President Obama has reduced his ambitions in Afghanistan to more earthly proportions. The Taliban is no longer a synonym for Al-Qaeda, but a broad term for all kinds of rebels who are not necessarily engaged in terrorism. Simultaneously, Obama has extended the policy to Pakistan, which is crumbling more and more, as the attack on a police school in Lahore today illustrates. In these countries, the Taliban and Al-Qaeda continue to settle in more decisively. On the eve of the “big tent” meeting in the Netherlands, Obama tucked away the “make-ability idealism” of his predecessor Bush, who wanted to construct an embryonic model democracy in Afghanistan.
The policy is now focused on preventing true terrorist groups from getting a hold in Central Asia. The military operation that has been going on for seven years is like the ignition fuel. The “all-encompassing strategy does not only rely on bullets and bombs, but also on agriculturists, doctors and engineers,” says Obama. Therefore, he has not only reserved 17,000 extra troops for the war, but also 4,000 instructors to train the regular army and the police in Afghanistan. It looks a bit like the “three D’s” to which Holland has committed itself: “defense, diplomacy and development.”

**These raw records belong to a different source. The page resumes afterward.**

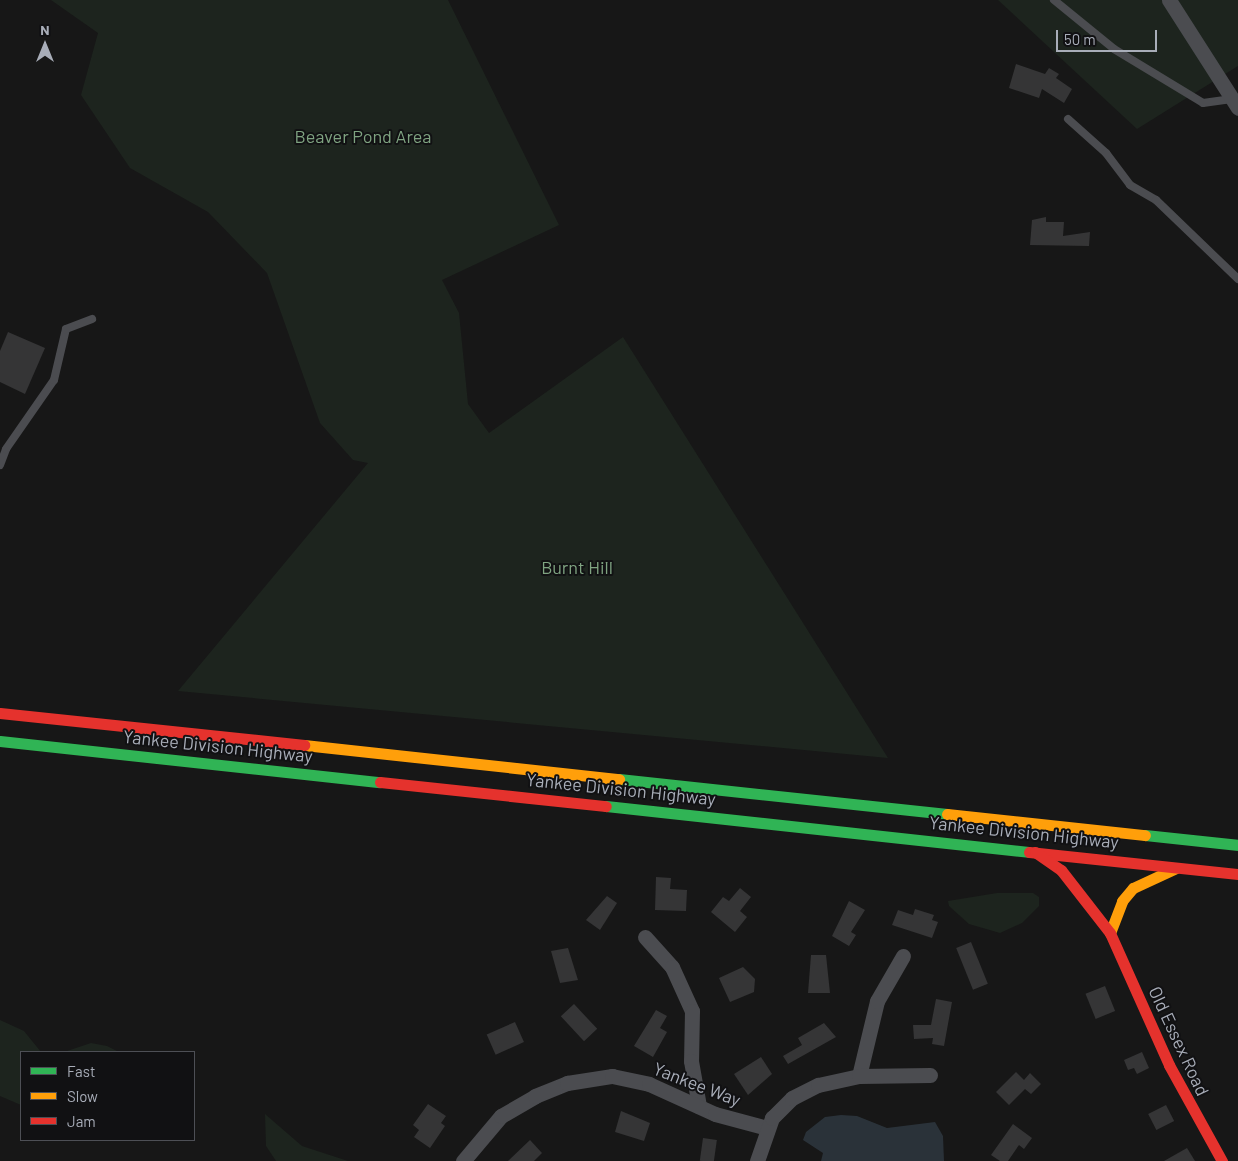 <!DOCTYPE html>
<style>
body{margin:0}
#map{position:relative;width:1238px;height:1161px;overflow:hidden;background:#171717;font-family:Barlow,sans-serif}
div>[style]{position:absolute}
.green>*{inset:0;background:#1d241e}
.water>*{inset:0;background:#2a3239}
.building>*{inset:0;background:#353536;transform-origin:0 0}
.lane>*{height:8px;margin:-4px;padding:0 4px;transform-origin:4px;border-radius:4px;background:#4b4c50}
.street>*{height:15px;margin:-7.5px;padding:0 7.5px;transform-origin:7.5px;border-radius:7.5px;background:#4b4c50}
.fast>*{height:11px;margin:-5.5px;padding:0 5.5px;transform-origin:5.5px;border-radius:5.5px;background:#30b455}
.slow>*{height:11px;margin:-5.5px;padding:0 5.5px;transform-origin:5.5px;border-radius:5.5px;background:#ff9f0a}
.jam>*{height:11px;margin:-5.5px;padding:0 5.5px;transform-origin:5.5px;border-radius:5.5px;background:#e5322d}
span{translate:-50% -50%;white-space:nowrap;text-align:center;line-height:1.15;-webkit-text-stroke:4px #111113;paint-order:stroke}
.park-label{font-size:18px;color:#7fa381}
.street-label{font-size:18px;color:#a8adb8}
.legend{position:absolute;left:20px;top:1051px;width:175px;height:90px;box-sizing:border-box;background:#111113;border:1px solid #4d4f55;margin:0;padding:6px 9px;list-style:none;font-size:15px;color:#a8adb8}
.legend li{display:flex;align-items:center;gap:10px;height:25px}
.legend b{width:25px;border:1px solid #4d4f55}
.north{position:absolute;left:20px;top:20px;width:50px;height:50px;-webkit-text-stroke:4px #111113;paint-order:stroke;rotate:0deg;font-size:14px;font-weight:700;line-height:20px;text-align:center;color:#a8adb8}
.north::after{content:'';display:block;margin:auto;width:18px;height:22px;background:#a8adb8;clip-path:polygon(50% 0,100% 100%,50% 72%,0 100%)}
.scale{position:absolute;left:1056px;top:30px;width:101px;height:22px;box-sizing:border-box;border:2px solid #a8adb8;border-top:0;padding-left:6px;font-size:15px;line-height:18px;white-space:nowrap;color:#a8adb8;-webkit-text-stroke:4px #111113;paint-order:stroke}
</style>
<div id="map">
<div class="green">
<div style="clip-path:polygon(51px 0,448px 0,559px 225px,442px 280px,459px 313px,468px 404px,489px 433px,623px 337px,888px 758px,178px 691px,368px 463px,353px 460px,320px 423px,267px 273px,208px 212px,130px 168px,81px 95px,98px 33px)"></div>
<div style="clip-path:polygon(998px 0,1238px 0,1238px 66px,1137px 129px)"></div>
<div style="clip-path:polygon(997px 893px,1033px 893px,1039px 897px,1039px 906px,1022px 923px,1000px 933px,969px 924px,949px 906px,948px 901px)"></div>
<div style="clip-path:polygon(0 1020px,24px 1031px,41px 1052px,21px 1052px,21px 1105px,0 1096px)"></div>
<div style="clip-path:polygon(91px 1043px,107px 1046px,119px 1052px,64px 1052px)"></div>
<div style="clip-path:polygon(265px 1114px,302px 1146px,348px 1161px,276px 1161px,266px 1146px)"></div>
</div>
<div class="water">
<div style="clip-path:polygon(841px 1115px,857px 1116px,887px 1128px,935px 1122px,943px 1136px,944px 1161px,821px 1161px,823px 1153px,803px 1140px,806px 1132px,825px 1117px)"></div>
</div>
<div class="building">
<div style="clip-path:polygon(1016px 64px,1045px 74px,1049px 68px,1059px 74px,1056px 78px,1072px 89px,1064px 103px,1042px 89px,1039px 98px,1009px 88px)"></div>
<div style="clip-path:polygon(1046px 217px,1046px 222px,1064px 222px,1063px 236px,1090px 232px,1089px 246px,1030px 245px,1032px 220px)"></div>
<div style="clip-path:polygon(8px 332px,45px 348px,25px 394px,0 382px,0 351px)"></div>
<div style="clip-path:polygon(656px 877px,671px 878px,670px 889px,687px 890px,686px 911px,655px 910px)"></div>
<div style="clip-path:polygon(740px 888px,751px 897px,740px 911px,747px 917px,735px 932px,711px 912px,723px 897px,729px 901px)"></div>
<div style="clip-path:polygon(607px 896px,617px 903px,600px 930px,586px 920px)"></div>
<div style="clip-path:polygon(849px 901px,865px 910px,851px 932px,856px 935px,849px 946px,832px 936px)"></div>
<div style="clip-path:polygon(915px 909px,934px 915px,932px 920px,938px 922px,932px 938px,892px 925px,898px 910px,913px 915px)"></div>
<div style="left:971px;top:942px;width:45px;height:16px;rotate:68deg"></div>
<div style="clip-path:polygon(568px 948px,578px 980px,560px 983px,551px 951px)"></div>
<div style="clip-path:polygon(811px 955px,826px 955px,830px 993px,808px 993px)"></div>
<div style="clip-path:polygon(743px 967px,755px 979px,754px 992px,730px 1002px,719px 978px)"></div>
<div style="left:1105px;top:986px;width:27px;height:21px;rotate:68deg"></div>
<div style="clip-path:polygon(936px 999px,952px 1002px,944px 1046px,932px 1044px,933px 1038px,914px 1039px,913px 1025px,931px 1025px)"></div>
<div style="left:574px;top:1004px;width:34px;height:18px;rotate:47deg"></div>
<div style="clip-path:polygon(656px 1010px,667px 1016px,660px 1028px,667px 1032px,653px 1057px,634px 1046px)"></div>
<div style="left:515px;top:1022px;width:22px;height:31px;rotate:66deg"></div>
<div style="clip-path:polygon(824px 1023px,836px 1037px,788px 1064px,783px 1056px,802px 1045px,798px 1038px)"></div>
<div style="clip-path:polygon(1142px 1052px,1149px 1068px,1137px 1074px,1134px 1068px,1128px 1070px,1124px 1060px)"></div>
<div style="clip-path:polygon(761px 1057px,772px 1074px,748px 1095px,734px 1074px)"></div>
<div style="clip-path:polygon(1016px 1072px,1024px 1080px,1030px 1073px,1041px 1084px,1031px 1094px,1025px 1089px,1009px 1105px,996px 1092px)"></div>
<div style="clip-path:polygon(428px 1104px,446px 1116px,441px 1123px,445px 1126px,430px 1148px,414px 1137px,419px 1130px,413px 1125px)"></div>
<div style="left:1166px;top:1105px;width:18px;height:20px;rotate:63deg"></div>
<div style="clip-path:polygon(621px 1111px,650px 1123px,644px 1141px,615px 1132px)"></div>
<div style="clip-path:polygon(1013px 1124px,1032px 1138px,1024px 1149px,1019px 1145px,1008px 1161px,1000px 1161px,991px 1155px)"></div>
<div style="left:703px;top:1138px;width:14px;height:23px;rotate:8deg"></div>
<div style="clip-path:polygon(530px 1140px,542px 1153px,534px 1161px,508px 1161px)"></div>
<div style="clip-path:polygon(1187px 1148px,1195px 1161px,1164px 1161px)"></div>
</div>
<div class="lane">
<div style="left:1054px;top:0;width:77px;rotate:39.2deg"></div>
<div style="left:1114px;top:49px;width:104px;rotate:31.2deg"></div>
<div style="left:1203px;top:103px;width:29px;rotate:-8deg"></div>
<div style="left:1068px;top:119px;width:51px;rotate:41.8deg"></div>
<div style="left:1106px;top:153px;width:40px;rotate:53deg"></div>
<div style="left:1130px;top:185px;width:30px;rotate:30deg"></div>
<div style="left:1156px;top:200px;width:114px;rotate:43.9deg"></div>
<div style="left:0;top:465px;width:17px;rotate:-69deg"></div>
<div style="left:6px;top:449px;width:84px;rotate:-55.2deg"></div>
<div style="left:54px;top:380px;width:52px;rotate:-76.8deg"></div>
<div style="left:66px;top:329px;width:28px;rotate:-21deg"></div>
</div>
<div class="street">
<div style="left:1169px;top:0;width:128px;rotate:57.4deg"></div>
<div style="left:645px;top:937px;width:40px;rotate:48deg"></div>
<div style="left:672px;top:967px;width:48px;rotate:65.6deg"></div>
<div style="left:692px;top:1011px;width:50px;rotate:91.1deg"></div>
<div style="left:691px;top:1061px;width:46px;rotate:79.9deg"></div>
<div style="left:859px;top:1076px;width:77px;rotate:-76.5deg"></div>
<div style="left:877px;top:1001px;width:52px;rotate:-60deg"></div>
<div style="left:463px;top:1161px;width:59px;rotate:-49.8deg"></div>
<div style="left:501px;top:1116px;width:39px;rotate:-30deg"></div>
<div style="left:535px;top:1096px;width:35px;rotate:-22deg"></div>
<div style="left:567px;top:1083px;width:46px;rotate:-8.8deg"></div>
<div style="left:612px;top:1076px;width:38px;rotate:12deg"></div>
<div style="left:649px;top:1084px;width:72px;rotate:24.4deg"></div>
<div style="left:715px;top:1114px;width:54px;rotate:15.1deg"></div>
<div style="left:757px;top:1161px;width:46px;rotate:-70.8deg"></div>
<div style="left:772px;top:1118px;width:28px;rotate:-45deg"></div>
<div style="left:792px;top:1098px;width:29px;rotate:-27deg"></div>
<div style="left:818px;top:1085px;width:42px;rotate:-12.4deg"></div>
<div style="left:859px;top:1076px;width:71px;rotate:-0.8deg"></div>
</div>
<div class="fast">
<div style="left:0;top:741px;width:382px;rotate:6.2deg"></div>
<div style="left:619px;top:779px;width:330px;rotate:6.1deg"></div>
<div style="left:606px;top:806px;width:425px;rotate:6.2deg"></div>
<div style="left:1145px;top:835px;width:94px;rotate:6.1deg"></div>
</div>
<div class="slow">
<div style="left:304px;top:745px;width:317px;rotate:6.2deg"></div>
<div style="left:947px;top:814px;width:199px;rotate:6.1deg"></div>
<div style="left:1110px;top:933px;width:34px;rotate:-69deg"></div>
<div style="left:1122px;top:901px;width:17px;rotate:-50deg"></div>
<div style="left:1133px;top:888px;width:47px;rotate:-24.9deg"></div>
</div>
<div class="jam">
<div style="left:0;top:713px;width:306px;rotate:6deg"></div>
<div style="left:380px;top:782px;width:227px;rotate:6.1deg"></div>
<div style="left:1029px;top:852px;width:210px;rotate:6deg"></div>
<div style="left:1035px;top:852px;width:32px;rotate:35deg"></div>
<div style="left:1061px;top:870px;width:80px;rotate:52.1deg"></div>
<div style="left:1110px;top:933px;width:145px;rotate:65.9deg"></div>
<div style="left:1169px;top:1065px;width:110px;rotate:61.1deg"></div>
</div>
<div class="park-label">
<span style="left:363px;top:136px">Beaver Pond Area</span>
<span style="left:577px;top:567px">Burnt Hill</span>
</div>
<div class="street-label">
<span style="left:218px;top:746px;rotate:6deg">Yankee Division Highway</span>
<span style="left:621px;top:789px;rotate:6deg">Yankee Division Highway</span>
<span style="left:1024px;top:832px;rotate:6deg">Yankee Division Highway</span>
<span style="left:1179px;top:1041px;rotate:65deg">Old Essex Road</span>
<span style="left:697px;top:1084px;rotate:21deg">Yankee Way</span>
</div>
<ul class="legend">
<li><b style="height:6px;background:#30b455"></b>Fast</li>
<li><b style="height:6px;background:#ff9f0a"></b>Slow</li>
<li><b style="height:6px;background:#e5322d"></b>Jam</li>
</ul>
<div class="north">N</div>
<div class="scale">50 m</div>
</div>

The new course comes as no surprise. Obama promised during the election campaign that he would conduct the political and military battle against terrorism where it should be conducted first: not in Iraq, but in “AfPak,” as the region is called in diplomatic terms.
But that does not mean that success is guaranteed. The disintegration process may have progressed too far already. There are clues that the Pakistani secret service, ISI, which functioned as liaison between the anticommunist mujahidin and their sponsors in America during the Soviet occupation of Afghanistan (1979-1989), still actively supports Taliban groups.
This is only one indication that the U.S. not only needs to rely on their Western allies in the ISAF, like Holland, for the success of their new policy, but also on less-friendly partners. The crucial role of Iran, which will be present in The Hague tomorrow and wants its value recognized, is the most striking example. But without the cooperation of neighbor India, one of the largest donors to Afghanistan and arch-enemy of nuclear power Pakistan, success will be difficult to attain. That goes for China and Russia as well. From a historical perspective, rest in the region is closely knit with the geopolitical appetite of the neighboring countries. Last week, two experts pointedly wrote in The New York Times that Afghanistan would not be easy to occupy because of how difficult it is to stabilize.
Without full cooperation from the neighbors, the U.S. strategy in Afghanistan cannot be as comprehensive as Obama wants us to believe, and will therefore prove to be less successful.